## WHAT YOU SHOULD DO
Scan the material for the string "nowrap" and copy out every line in which it occurs.
[INPUT DATA Boundary: Start]
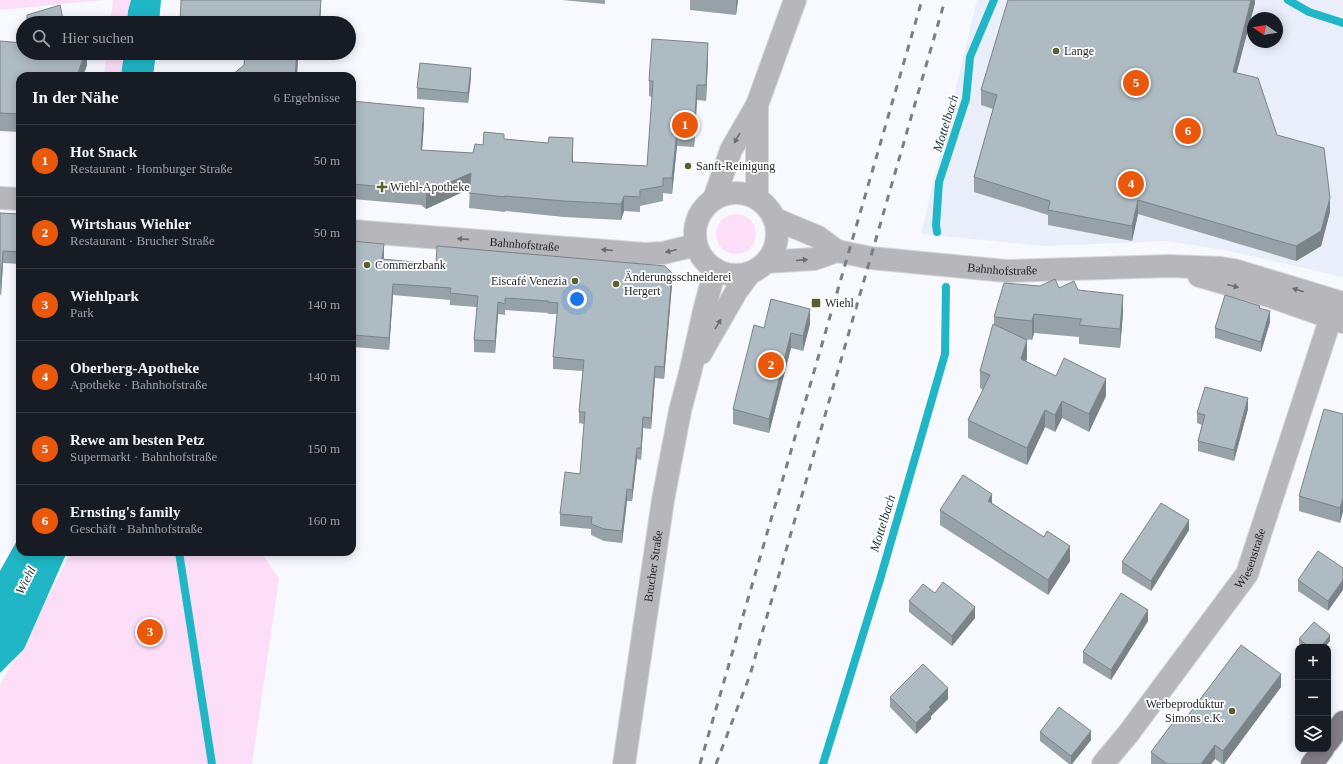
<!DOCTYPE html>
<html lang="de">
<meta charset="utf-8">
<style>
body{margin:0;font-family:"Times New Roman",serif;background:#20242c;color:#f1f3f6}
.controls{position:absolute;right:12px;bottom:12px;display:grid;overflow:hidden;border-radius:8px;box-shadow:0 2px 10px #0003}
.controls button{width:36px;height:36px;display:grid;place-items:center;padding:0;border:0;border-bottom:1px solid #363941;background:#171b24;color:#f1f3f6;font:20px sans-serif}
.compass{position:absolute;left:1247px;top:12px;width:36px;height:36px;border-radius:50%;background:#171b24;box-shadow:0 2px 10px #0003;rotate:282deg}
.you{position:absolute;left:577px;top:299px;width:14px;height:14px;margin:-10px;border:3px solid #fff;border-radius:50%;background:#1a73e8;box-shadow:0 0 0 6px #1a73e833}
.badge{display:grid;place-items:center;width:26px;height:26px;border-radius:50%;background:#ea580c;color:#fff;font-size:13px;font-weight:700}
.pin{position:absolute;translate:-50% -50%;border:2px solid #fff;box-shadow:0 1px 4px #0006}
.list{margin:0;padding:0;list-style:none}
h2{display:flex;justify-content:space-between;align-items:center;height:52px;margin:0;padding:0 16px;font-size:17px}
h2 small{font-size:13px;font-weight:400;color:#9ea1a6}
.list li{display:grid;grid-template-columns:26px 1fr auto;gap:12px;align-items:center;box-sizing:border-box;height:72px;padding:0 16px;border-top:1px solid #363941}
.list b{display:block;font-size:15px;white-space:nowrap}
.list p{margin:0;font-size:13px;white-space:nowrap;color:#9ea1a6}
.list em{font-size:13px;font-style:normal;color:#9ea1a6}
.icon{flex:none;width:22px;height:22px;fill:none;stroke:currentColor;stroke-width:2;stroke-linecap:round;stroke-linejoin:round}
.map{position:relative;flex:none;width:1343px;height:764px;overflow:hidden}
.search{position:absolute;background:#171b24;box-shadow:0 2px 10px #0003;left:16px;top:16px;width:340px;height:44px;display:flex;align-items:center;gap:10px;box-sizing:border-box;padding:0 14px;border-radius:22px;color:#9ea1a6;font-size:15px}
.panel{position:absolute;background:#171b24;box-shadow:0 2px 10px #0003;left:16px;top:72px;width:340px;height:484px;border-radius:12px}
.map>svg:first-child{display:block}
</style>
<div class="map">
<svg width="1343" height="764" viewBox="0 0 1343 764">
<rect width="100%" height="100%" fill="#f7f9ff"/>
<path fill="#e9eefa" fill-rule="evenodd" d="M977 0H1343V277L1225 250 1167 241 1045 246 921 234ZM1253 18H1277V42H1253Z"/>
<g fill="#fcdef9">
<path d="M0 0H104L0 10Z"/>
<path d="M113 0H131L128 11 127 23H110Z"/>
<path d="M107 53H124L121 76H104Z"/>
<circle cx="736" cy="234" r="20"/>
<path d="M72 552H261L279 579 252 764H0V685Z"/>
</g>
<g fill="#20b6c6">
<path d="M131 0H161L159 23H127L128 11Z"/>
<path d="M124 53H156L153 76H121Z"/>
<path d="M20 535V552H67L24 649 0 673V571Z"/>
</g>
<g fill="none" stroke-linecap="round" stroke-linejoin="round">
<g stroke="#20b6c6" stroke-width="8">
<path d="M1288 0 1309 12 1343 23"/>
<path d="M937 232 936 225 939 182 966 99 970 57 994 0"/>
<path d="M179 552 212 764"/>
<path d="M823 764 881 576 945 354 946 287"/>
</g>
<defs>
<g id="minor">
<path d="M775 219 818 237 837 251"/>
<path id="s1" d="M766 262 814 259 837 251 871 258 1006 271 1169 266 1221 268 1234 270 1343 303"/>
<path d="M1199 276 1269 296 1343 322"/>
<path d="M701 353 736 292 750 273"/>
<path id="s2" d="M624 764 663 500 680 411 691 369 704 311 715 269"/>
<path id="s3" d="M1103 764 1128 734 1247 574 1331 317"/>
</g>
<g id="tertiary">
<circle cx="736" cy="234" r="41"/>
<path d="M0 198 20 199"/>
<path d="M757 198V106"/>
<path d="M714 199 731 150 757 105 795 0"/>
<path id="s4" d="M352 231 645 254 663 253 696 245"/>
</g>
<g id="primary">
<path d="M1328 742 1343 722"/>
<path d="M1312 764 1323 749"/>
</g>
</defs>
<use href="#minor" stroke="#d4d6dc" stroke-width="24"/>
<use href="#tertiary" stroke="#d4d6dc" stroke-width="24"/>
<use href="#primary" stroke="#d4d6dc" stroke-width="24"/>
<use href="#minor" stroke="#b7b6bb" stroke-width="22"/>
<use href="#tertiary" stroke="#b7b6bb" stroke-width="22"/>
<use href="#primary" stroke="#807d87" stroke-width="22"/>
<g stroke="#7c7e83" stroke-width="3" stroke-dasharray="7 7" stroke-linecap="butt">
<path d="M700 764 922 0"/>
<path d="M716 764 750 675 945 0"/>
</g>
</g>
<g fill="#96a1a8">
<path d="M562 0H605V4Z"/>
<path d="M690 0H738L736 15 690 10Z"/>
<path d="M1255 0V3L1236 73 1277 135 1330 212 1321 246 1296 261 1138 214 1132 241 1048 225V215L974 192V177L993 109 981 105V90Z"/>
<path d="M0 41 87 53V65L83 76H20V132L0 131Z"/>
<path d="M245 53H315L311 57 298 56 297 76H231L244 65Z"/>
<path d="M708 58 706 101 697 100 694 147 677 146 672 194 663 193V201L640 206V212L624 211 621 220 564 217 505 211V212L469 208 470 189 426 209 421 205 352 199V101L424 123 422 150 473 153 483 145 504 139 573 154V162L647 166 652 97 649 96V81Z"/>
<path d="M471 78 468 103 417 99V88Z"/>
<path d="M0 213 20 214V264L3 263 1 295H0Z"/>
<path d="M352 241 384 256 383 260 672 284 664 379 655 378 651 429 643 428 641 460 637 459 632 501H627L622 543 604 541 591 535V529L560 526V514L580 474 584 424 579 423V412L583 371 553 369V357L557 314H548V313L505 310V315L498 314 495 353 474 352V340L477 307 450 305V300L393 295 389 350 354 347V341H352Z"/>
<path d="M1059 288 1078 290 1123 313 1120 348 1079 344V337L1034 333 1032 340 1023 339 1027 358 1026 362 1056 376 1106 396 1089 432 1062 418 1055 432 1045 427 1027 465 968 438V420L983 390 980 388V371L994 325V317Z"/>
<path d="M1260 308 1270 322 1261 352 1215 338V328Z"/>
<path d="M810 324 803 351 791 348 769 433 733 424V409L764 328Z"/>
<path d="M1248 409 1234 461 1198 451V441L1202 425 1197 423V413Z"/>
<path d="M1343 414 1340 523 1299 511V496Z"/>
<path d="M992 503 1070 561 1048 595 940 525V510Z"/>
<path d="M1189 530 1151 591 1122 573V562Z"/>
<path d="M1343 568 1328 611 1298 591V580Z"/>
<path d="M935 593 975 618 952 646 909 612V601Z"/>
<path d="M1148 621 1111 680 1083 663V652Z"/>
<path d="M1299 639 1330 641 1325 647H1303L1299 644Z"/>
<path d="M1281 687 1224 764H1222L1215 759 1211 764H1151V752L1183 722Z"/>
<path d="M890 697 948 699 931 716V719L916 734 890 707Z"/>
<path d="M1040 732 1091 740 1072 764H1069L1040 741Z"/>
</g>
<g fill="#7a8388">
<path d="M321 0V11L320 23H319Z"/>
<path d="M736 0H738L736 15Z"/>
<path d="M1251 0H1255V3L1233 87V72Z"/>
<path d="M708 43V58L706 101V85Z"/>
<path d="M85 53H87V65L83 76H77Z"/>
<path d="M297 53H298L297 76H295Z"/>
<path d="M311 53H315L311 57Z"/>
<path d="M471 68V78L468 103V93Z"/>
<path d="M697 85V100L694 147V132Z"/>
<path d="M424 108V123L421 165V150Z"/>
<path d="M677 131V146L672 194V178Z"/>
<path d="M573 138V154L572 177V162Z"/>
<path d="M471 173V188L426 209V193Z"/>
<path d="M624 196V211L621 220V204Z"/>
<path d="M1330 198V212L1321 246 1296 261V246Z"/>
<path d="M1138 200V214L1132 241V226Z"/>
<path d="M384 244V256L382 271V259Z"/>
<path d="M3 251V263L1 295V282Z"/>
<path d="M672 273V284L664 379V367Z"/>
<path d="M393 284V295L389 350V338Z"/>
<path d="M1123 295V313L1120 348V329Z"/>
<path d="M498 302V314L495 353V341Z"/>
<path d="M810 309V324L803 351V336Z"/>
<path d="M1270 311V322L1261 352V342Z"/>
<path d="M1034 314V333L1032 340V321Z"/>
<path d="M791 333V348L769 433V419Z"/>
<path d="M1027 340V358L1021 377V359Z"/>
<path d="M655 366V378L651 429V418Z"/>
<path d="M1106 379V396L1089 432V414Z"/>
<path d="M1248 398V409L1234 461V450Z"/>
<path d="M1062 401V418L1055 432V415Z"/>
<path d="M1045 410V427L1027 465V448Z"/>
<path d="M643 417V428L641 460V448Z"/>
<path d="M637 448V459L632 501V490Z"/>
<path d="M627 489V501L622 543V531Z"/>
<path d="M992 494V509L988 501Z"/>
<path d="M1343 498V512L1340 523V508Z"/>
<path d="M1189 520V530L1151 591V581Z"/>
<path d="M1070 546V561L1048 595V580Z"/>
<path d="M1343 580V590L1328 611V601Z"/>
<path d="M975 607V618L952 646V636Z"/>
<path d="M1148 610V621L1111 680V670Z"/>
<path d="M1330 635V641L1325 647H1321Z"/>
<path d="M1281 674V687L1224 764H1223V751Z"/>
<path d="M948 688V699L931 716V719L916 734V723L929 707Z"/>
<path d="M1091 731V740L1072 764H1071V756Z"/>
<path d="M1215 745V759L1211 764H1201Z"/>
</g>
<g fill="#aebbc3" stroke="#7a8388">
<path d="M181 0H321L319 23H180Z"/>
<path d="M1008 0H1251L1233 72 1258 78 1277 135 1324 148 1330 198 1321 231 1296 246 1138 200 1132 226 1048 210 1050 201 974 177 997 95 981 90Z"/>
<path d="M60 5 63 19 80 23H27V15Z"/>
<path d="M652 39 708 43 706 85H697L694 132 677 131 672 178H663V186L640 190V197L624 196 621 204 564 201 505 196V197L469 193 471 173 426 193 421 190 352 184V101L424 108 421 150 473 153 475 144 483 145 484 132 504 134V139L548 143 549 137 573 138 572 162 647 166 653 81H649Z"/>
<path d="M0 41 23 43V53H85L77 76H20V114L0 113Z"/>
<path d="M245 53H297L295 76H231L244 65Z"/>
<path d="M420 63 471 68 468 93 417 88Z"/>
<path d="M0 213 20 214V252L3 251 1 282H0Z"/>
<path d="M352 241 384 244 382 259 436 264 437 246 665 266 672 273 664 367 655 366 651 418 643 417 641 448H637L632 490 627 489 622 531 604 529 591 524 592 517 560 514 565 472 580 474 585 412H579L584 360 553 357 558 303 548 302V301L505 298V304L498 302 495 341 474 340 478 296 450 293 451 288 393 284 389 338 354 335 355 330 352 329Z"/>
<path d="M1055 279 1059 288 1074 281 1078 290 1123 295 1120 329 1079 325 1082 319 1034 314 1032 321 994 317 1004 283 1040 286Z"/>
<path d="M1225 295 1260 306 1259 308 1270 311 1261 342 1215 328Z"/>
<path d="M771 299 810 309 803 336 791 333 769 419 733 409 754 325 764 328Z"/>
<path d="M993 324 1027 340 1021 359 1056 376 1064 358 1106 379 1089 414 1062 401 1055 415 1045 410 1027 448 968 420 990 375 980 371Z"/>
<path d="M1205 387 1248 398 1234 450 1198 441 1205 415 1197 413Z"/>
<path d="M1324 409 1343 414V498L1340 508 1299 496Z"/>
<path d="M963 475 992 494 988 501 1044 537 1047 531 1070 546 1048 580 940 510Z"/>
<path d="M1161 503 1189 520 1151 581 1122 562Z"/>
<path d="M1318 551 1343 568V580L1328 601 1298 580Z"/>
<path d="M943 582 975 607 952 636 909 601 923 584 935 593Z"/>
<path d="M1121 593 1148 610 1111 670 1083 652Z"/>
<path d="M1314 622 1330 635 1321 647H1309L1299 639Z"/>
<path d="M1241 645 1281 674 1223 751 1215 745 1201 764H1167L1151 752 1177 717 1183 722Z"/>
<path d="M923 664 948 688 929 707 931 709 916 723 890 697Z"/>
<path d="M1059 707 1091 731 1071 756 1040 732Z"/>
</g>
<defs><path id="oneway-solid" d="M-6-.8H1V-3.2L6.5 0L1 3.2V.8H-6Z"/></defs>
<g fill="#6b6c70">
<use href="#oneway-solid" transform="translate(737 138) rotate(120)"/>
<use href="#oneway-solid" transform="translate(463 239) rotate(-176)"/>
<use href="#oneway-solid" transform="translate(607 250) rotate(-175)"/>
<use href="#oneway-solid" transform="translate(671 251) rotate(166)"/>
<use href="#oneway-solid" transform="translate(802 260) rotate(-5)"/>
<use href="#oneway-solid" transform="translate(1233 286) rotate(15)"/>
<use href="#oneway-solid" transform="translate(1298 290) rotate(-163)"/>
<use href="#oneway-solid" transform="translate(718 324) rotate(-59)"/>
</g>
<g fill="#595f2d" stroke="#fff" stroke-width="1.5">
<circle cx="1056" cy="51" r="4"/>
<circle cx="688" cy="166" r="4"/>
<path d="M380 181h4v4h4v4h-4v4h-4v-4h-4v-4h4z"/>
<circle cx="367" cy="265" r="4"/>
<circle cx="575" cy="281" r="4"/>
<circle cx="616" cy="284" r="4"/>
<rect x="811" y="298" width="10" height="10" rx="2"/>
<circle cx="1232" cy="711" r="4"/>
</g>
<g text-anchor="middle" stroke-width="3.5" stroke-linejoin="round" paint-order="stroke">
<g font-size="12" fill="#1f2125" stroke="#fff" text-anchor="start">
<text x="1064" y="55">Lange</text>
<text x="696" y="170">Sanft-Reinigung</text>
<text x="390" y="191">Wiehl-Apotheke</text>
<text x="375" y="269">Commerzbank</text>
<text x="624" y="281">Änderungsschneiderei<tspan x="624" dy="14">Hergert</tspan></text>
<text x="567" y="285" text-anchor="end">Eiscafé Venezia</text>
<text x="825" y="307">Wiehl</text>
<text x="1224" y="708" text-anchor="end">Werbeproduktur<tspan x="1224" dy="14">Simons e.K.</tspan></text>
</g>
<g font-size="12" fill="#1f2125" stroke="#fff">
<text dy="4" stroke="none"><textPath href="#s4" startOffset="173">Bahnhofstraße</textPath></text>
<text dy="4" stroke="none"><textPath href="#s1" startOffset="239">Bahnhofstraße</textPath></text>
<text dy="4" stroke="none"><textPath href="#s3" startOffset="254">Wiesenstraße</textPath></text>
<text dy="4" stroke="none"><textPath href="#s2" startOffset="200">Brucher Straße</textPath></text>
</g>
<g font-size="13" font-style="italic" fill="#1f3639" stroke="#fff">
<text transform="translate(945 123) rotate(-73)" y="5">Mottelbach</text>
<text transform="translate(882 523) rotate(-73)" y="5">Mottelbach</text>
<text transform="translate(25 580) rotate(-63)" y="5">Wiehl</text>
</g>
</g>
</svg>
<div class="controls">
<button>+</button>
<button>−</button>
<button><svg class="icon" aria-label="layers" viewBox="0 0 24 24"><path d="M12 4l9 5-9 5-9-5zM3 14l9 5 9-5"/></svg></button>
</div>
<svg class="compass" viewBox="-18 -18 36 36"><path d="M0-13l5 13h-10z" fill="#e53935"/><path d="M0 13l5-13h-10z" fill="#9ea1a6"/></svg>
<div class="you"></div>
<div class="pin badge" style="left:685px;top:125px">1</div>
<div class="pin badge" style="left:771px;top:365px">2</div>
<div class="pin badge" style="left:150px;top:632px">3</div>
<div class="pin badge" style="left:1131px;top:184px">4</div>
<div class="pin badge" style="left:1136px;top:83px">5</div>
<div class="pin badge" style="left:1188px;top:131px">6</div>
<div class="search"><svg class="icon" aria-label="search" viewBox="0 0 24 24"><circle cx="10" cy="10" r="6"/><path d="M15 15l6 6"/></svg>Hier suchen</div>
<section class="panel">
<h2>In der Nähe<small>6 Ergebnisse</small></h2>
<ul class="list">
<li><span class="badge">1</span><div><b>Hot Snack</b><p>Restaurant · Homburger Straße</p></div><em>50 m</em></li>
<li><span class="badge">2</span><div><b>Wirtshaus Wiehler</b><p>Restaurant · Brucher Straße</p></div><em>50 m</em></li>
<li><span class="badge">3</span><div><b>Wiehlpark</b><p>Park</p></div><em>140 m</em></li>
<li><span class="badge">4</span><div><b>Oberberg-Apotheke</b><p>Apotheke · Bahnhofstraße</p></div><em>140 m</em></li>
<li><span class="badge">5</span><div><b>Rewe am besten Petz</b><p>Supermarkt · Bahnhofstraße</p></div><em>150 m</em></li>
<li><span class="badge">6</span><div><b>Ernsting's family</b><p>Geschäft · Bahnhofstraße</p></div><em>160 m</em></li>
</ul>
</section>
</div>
[INPUT DATA Boundary: End]
## YOUR SOLUTION
.list b{display:block;font-size:15px;white-space:nowrap}
.list p{margin:0;font-size:13px;white-space:nowrap;color:#9ea1a6}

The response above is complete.